··· MATERIAL PROVIDED

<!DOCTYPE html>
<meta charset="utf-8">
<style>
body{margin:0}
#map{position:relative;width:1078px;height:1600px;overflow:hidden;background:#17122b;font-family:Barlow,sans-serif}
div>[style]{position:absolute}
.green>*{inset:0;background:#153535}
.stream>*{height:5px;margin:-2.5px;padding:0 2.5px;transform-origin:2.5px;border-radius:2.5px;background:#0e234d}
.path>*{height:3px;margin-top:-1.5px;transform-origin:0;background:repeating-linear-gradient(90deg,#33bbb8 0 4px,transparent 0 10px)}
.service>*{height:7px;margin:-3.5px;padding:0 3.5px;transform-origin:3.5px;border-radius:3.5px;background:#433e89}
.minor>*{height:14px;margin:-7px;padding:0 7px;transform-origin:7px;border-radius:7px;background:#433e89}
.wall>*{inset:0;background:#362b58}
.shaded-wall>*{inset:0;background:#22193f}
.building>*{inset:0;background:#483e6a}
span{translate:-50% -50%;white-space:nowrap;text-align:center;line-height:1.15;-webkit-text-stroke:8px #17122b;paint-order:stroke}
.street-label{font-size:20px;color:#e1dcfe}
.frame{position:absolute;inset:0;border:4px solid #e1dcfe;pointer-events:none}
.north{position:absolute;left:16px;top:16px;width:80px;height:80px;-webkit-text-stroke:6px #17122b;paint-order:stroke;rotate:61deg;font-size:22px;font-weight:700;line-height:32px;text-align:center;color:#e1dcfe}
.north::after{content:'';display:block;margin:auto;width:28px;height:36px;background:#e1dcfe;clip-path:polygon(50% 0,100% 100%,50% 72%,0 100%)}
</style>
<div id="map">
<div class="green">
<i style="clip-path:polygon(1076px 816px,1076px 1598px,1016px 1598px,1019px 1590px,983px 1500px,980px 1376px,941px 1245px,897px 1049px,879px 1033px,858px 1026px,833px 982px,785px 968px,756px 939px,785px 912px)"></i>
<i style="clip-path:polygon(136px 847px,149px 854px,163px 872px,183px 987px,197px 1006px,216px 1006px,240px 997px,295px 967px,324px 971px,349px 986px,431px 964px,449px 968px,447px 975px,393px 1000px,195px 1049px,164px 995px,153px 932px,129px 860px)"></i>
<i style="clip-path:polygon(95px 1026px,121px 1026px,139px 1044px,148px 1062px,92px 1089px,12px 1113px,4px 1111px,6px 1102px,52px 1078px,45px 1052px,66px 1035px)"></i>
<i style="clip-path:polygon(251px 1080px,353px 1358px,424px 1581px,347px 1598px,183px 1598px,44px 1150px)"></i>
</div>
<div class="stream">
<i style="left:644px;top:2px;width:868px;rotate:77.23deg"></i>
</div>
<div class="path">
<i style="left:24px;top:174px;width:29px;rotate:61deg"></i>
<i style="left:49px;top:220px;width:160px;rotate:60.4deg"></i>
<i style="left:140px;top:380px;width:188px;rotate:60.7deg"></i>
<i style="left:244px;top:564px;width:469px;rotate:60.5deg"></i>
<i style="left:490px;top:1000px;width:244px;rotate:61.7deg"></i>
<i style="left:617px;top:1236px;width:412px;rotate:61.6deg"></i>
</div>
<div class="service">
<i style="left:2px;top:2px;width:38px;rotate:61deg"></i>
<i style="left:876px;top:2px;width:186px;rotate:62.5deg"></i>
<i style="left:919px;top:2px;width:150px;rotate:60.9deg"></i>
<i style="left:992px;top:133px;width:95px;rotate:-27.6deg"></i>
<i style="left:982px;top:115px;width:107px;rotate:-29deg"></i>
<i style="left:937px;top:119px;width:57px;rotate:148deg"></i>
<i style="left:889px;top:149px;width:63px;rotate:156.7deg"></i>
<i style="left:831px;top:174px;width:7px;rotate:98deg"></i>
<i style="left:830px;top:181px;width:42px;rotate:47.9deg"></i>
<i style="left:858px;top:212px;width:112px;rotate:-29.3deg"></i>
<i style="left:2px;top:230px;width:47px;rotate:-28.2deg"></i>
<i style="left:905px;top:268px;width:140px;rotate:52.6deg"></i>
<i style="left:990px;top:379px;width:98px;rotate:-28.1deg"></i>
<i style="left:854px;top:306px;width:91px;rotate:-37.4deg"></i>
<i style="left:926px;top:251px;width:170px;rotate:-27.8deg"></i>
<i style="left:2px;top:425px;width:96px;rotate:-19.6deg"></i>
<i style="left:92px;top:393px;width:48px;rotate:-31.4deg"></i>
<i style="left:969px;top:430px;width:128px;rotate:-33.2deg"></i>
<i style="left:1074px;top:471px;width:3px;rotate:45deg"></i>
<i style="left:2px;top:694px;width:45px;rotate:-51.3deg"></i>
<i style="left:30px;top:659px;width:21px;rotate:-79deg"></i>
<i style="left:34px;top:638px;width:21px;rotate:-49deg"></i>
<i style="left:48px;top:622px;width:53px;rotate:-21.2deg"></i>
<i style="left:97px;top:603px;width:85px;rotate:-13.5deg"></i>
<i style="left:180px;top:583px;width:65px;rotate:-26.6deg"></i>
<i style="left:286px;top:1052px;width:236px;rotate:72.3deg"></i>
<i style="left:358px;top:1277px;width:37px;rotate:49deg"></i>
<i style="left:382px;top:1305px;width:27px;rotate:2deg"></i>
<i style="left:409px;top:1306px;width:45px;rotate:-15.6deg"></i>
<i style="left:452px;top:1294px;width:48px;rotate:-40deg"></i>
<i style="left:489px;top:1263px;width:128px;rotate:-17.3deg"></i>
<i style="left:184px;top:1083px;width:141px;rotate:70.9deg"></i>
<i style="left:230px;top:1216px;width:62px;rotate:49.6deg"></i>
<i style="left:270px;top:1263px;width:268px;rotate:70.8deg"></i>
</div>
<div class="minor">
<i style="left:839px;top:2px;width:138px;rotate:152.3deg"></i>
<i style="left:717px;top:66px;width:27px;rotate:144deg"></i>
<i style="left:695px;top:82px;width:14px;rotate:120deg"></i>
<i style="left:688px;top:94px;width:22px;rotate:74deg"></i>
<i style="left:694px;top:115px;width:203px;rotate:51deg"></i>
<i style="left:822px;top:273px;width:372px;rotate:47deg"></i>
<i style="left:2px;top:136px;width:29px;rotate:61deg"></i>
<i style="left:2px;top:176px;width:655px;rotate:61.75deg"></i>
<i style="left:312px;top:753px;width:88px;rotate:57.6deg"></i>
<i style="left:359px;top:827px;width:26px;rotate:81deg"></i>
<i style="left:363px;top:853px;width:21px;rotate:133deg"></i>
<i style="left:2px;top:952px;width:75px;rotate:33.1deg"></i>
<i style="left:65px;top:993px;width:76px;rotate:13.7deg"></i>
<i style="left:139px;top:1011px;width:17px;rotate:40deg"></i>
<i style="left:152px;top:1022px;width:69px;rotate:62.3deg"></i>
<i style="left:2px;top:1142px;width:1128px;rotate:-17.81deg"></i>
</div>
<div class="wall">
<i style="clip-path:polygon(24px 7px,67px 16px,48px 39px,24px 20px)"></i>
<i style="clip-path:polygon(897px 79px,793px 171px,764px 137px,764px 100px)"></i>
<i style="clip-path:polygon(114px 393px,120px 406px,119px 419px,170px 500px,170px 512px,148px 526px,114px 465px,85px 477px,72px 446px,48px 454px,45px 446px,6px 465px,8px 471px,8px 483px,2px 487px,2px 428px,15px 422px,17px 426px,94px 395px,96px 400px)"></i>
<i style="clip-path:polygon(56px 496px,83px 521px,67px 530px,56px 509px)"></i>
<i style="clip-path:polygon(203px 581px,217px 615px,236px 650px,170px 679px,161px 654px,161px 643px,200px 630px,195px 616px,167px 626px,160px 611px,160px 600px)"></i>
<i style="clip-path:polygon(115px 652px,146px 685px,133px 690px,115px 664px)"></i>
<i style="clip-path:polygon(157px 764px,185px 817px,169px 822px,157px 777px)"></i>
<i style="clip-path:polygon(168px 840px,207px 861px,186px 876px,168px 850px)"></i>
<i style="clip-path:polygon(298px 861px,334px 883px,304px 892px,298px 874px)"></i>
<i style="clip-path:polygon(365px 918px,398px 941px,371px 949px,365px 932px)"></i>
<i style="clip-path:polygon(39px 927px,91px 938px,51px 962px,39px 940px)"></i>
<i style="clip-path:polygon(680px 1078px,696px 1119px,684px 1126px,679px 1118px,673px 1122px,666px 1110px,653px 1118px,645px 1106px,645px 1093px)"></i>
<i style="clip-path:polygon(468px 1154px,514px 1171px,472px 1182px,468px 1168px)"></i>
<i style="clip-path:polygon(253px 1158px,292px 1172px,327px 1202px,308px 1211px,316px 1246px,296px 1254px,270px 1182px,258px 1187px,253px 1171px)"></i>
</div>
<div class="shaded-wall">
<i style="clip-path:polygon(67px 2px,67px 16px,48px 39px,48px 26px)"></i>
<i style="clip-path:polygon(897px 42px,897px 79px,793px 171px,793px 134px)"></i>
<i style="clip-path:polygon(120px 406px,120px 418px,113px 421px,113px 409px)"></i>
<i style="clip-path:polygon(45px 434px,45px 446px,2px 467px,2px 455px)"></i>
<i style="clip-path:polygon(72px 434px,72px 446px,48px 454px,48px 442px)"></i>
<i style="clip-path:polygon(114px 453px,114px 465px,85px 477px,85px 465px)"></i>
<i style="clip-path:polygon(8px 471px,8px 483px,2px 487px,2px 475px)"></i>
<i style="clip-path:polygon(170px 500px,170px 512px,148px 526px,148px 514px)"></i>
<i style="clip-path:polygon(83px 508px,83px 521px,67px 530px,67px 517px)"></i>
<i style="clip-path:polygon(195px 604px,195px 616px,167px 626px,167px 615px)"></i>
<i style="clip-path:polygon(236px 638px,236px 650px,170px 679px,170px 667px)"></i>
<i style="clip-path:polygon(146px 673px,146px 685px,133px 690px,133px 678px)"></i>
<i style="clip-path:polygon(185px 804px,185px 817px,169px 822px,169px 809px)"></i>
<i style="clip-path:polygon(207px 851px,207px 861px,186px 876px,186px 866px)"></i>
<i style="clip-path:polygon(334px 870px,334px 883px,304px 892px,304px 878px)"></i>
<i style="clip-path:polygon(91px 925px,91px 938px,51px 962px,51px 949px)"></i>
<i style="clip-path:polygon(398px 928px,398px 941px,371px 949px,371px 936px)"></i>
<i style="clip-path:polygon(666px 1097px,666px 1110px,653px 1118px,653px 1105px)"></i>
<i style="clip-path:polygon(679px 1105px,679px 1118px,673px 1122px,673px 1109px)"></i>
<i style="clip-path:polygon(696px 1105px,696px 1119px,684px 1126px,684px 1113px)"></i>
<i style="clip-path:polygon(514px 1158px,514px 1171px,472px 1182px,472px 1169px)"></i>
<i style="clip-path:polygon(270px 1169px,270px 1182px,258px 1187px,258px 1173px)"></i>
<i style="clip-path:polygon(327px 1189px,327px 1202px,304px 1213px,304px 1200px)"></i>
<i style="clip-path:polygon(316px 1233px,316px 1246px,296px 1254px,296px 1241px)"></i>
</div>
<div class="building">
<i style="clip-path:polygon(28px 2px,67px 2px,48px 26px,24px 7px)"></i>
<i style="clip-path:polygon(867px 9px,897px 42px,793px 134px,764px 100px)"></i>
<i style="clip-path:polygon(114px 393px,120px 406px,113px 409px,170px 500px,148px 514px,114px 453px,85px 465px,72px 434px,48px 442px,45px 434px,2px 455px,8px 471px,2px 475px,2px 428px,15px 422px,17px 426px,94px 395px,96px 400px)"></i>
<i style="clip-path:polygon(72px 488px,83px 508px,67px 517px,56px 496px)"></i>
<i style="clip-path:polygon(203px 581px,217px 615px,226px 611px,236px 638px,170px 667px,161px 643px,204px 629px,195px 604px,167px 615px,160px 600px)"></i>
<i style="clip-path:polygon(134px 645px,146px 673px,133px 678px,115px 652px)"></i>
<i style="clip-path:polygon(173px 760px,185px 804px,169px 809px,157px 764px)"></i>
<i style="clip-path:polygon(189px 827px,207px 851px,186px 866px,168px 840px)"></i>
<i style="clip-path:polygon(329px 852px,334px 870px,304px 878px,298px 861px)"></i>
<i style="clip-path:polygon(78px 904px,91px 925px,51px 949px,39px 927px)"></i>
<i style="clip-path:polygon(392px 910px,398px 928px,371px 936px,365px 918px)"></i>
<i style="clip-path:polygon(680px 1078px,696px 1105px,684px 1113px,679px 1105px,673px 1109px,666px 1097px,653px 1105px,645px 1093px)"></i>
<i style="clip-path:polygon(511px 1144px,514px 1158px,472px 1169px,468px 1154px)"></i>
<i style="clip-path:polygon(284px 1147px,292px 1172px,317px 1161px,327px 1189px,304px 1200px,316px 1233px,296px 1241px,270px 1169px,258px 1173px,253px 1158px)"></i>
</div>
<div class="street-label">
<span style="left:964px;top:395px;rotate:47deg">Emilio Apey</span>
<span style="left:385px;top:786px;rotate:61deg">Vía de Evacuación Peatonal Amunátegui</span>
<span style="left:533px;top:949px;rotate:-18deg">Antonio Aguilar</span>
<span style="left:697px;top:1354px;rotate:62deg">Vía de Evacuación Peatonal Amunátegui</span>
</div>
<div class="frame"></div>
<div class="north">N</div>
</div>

······

▸ **TASK BRIEF**
Look for the string "center" in the listing above and copy every line holding it.

▸ **OUTPUT OF THE EXERCISE**
span{translate:-50% -50%;white-space:nowrap;text-align:center;line-height:1.15;-webkit-text-stroke:8px #17122b;paint-order:stroke}
.north{position:absolute;left:16px;top:16px;width:80px;height:80px;-webkit-text-stroke:6px #17122b;paint-order:stroke;rotate:61deg;font-size:22px;font-weight:700;line-height:32px;text-align:center;color:#e1dcfe}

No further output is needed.